Kevin Newman (SS, Pittsburgh Pirates)
Newman’s Own is not just a charity case. Although the 25-year-old entered the year as an afterthought even in deep leagues after hitting just .209/.247/.231 with no homers in his 91 at-bat cup of coffee last year, lately he’s been churning out hits like buttermilk ranch with a .407 average and three stolen bases this week to raise his season line to .315/.364/.430 with two home runs and four stolen bases in 139 at-bats. He has been getting rather lucky with a .277 xBA and .358 xSLG, which I tend to believe more because of his puny 84 mph exit velocity that makes Eric Sogard look strong, but his much-improved 13% strikeout rate gives him some upside as a deep league stolen base play. While he was a nonfactor before his three stolen bases this week, he’s got wheels with a 28.3 ft/sec sprint speed and 28 stolen bases last year in Triple-A, making him a good bet for double digit stolen bases with continued playing time. He’s worth adding in 18-team formats and is a solid batting average stream in deeper 15-team formats.
Jake Bauers (OF, Cleveland Indians)
I call him Clark Kent because he’s been hiding his superbauers. Unlike most players on this list, I don’t have a strong statistical argument to back adding him, other than the fact that he’s hit .360 with a dinger this week and three dingers in the past two weeks. I just feel that he’s a better hitter than he’s shown thus far this season, even if Statcast doesn’t support that assertion yet.

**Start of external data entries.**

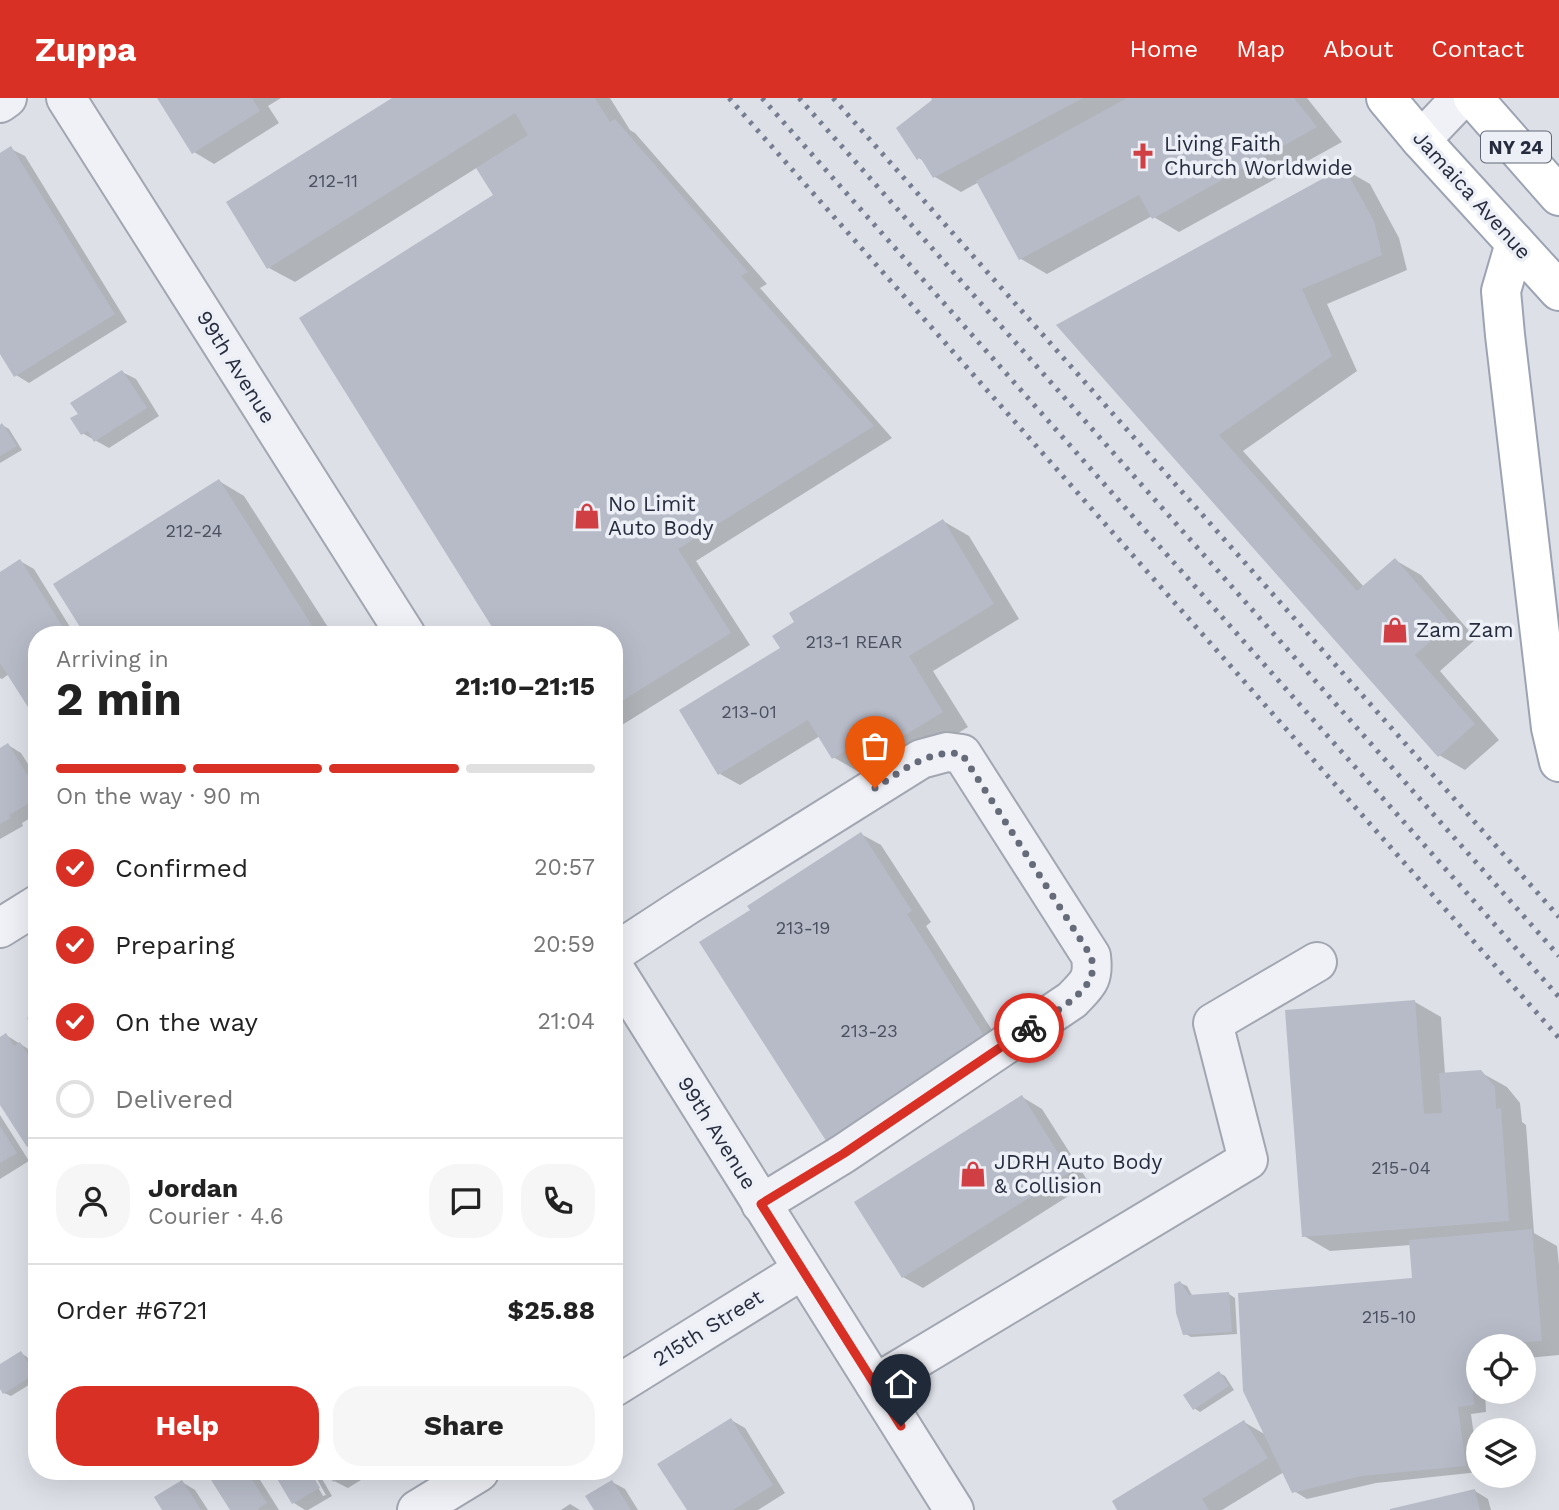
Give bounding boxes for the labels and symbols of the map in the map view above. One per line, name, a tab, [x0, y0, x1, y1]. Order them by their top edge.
street label: Jamaica Avenue	[1408, 125, 1537, 264]
place label: Living Faith Church Worldwide	[1164, 131, 1353, 180]
road number: NY 24	[1481, 132, 1551, 162]
church icon: Living Faith Church Worldwide	[1128, 141, 1158, 171]
house number: 212-11	[308, 170, 358, 191]
street label: 99th Avenue	[192, 306, 281, 428]
place label: No Limit Auto Body	[608, 491, 714, 540]
shop icon: No Limit Auto Body	[572, 501, 602, 531]
house number: 212-24	[165, 520, 223, 541]
shop icon: Zam Zam	[1380, 615, 1410, 645]
place label: Zam Zam	[1416, 617, 1513, 642]
house number: 213-1 REAR	[806, 631, 902, 652]
house number: 213-01	[721, 701, 777, 722]
pin	[845, 716, 905, 788]
house number: 213-19	[776, 917, 830, 938]
courier	[994, 993, 1064, 1063]
house number: 213-23	[840, 1020, 898, 1041]
street label: 99th Avenue	[673, 1072, 762, 1194]
place label: JDRH Auto Body & Collision	[994, 1149, 1162, 1198]
house number: 215-04	[1371, 1157, 1431, 1178]
shop icon: JDRH Auto Body & Collision	[958, 1159, 988, 1189]
street label: 215th Street	[648, 1284, 767, 1371]
house number: 215-10	[1362, 1306, 1416, 1327]
pin	[871, 1354, 931, 1426]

He has an ugly xBA of .216 and xSLG of .350 with a 86 mph exit velocity, essentially mimicking his 2018 campaign but with fewer walks. Alex Fast noted he’s struggled against both breaking and offspeed pitches, but I believe Bauers is a good enough hitter to make adjustments and perhaps that is starting to happen. At this point, he’s been cut by many impatient owners, but I think he’s still worth an add in 18-team formats and could even be a viable stream in deeper 15-team OBP.

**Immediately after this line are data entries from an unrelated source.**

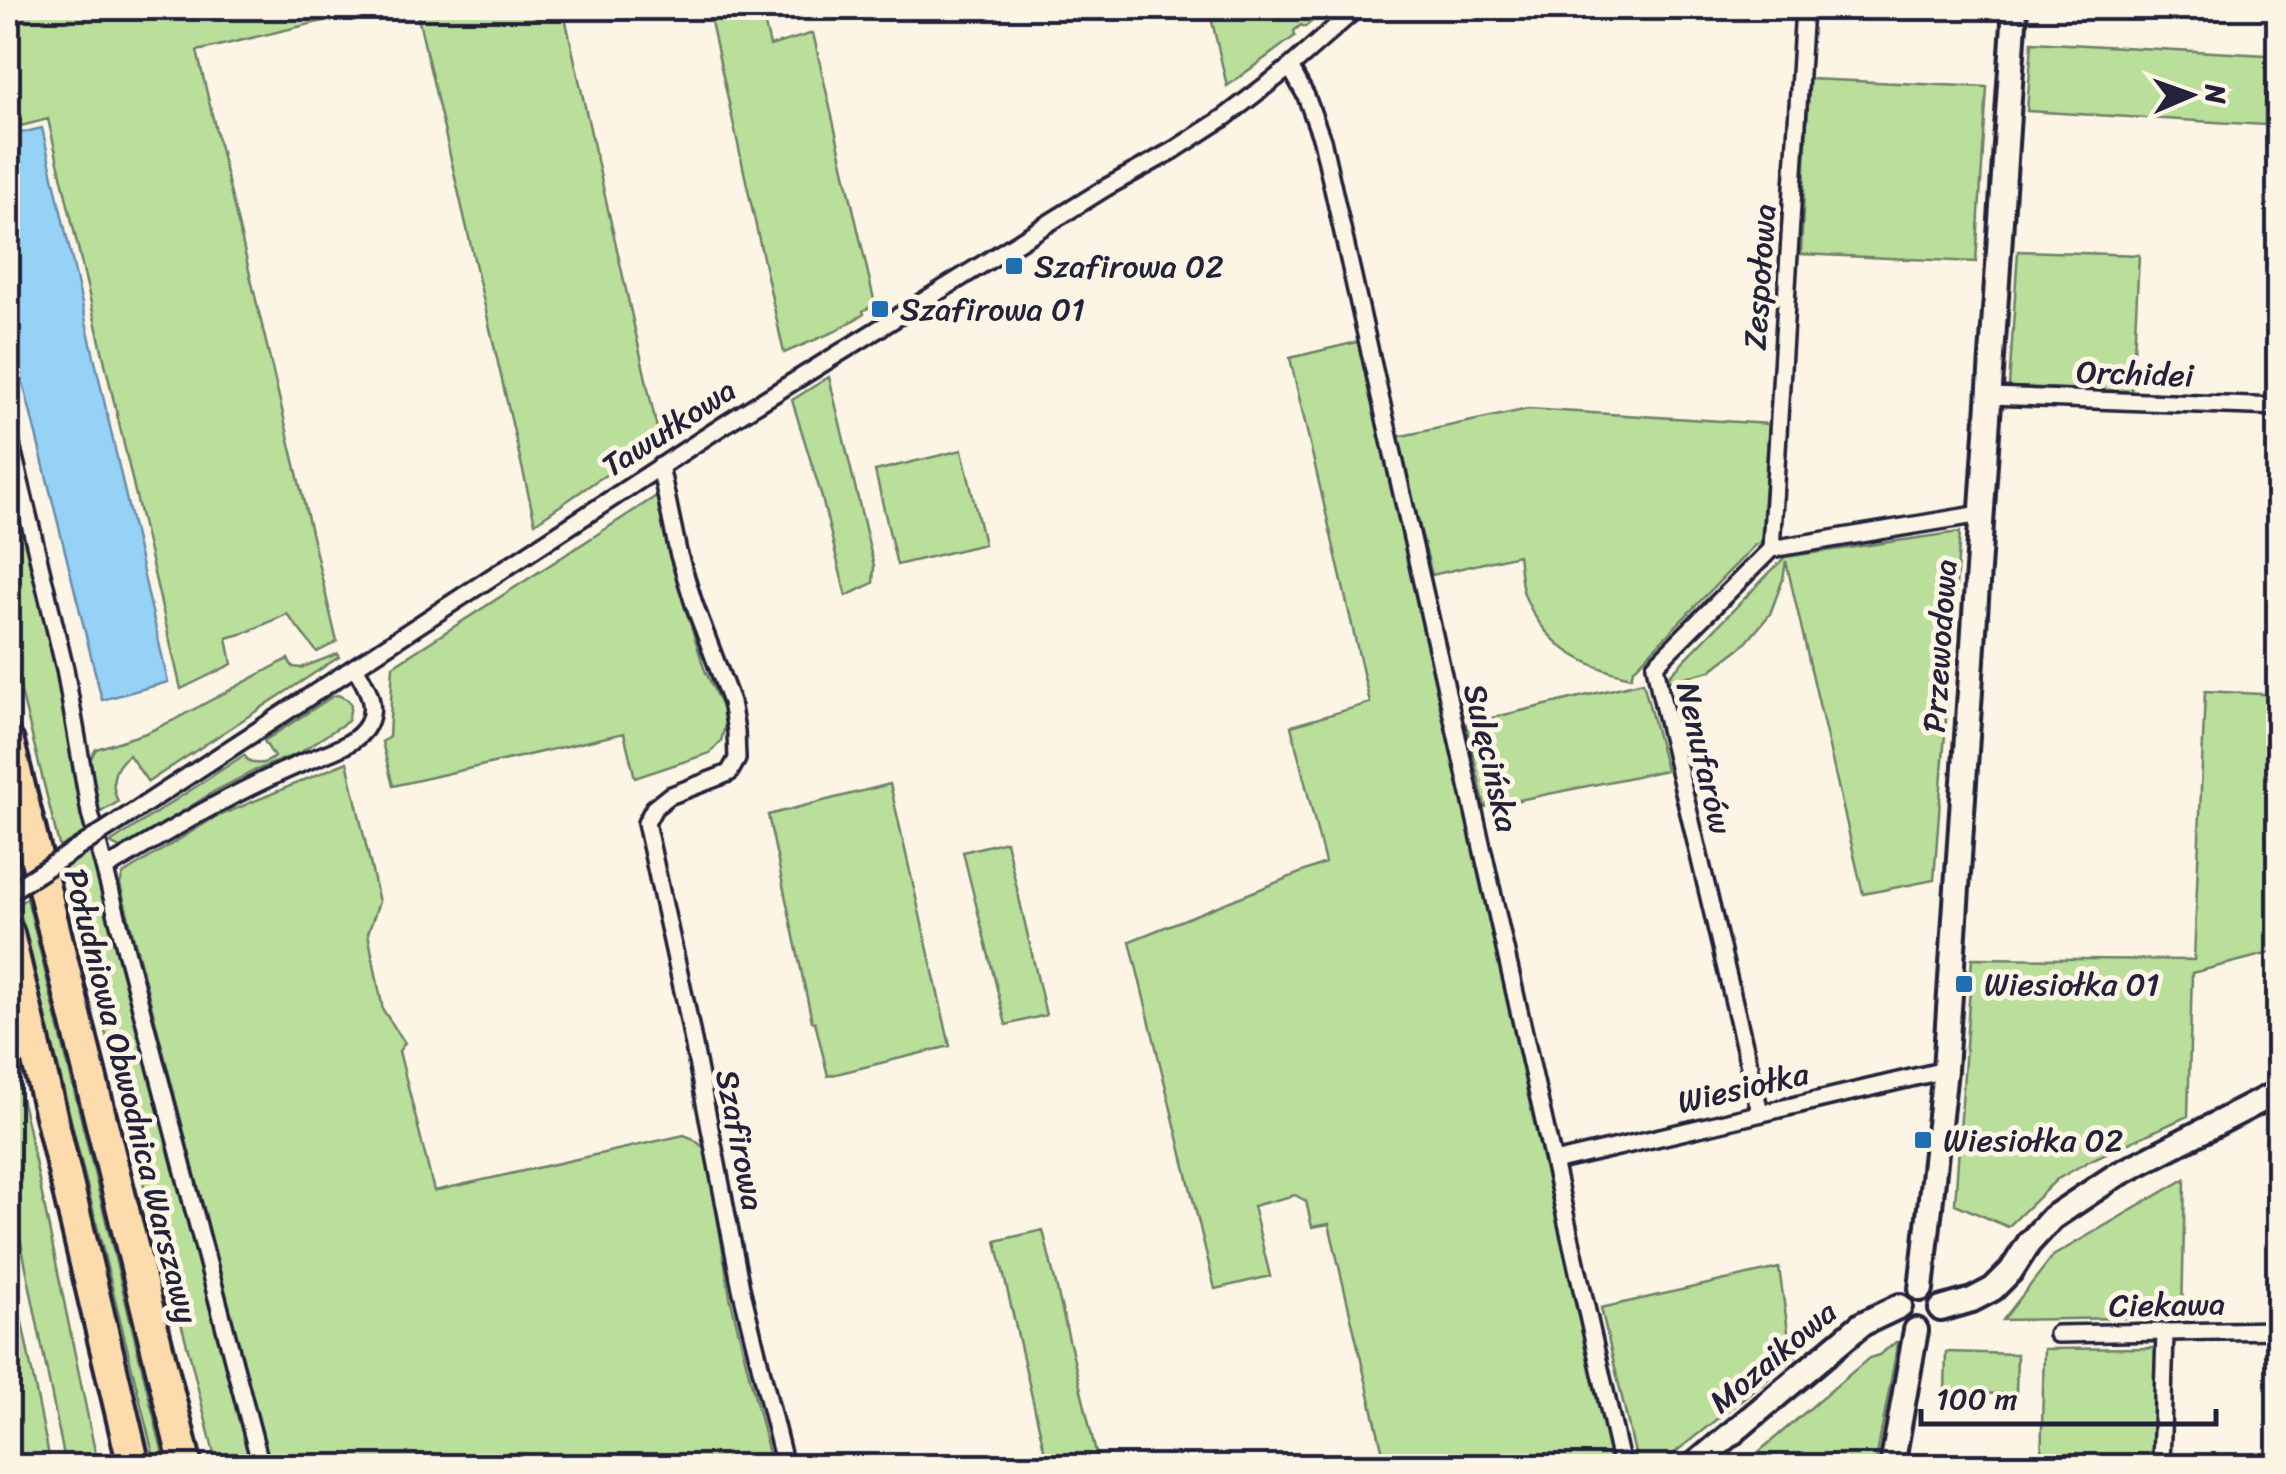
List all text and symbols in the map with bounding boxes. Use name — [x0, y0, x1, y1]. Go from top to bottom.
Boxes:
north arrow — [2141, 45, 2241, 145]
text: N — [2191, 83, 2240, 105]
street label: Zespołowa — [1726, 202, 1794, 352]
place label: Szafirowa 02 — [1034, 238, 1224, 295]
marker: Szafirowa 02 — [1003, 255, 1025, 277]
place label: Szafirowa 01 — [900, 281, 1085, 338]
marker: Szafirowa 01 — [869, 298, 891, 320]
street label: Orchidei — [2075, 343, 2196, 405]
street label: Tawułkowa — [590, 363, 748, 493]
street label: Przewodowa — [1906, 557, 1974, 735]
street label: Nenufarów — [1659, 676, 1749, 841]
street label: Sulęcińska — [1446, 678, 1536, 838]
street label: Południowa Obwodnica Warszawy — [47, 862, 215, 1330]
place label: Wiesiołka 01 — [1984, 956, 2160, 1013]
marker: Wiesiołka 01 — [1953, 973, 1975, 995]
street label: Wiesiołka — [1672, 1045, 1815, 1131]
street label: Szafirowa — [698, 1065, 782, 1215]
place label: Wiesiołka 02 — [1943, 1112, 2123, 1169]
marker: Wiesiołka 02 — [1912, 1129, 1934, 1151]
street label: Ciekawa — [2108, 1275, 2226, 1335]
street label: Mozaikowa — [1696, 1285, 1851, 1428]
scale bar — [1921, 1364, 2216, 1426]
text: 100 m — [1936, 1372, 2018, 1426]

Eric Sogard (2B/SS, Toronto Blue Jays)
The bespectacled second sacker left me out in the rain last time I suggested him, with a soggy bat in May and a big slump, but he’s turned it back around, with an .375/.395/.650 line with two home runs over the over the past two weeks to bump his season line back up to .294/.361/.485 with six home runs and four stolen bases over 163 at-bats. He’s been doing a solid impression of the poor man’s Tommy La Stella, though for him he’s always had a rather low strikeout rate like this. But what makes him valuable for now is his frequent placement in the leadoff spot and two-hole, giving him ample run-producing opportunity. While he’s overperforming his Statcast metrics, which gave him a yawn-inducing xBA of .264 and xSLG of .366, that’s still usable in deeper formats where you’re likely considering him. He may lose playing time either by trade or if/when Bo Bichette gets his bat going and earns a call-up, but in the meantime, his combination of hits, runs, and RBI makes him an astute add in AL-only and 18-team formats.
Fernando Tatis Jr. (SS, San Diego Padres)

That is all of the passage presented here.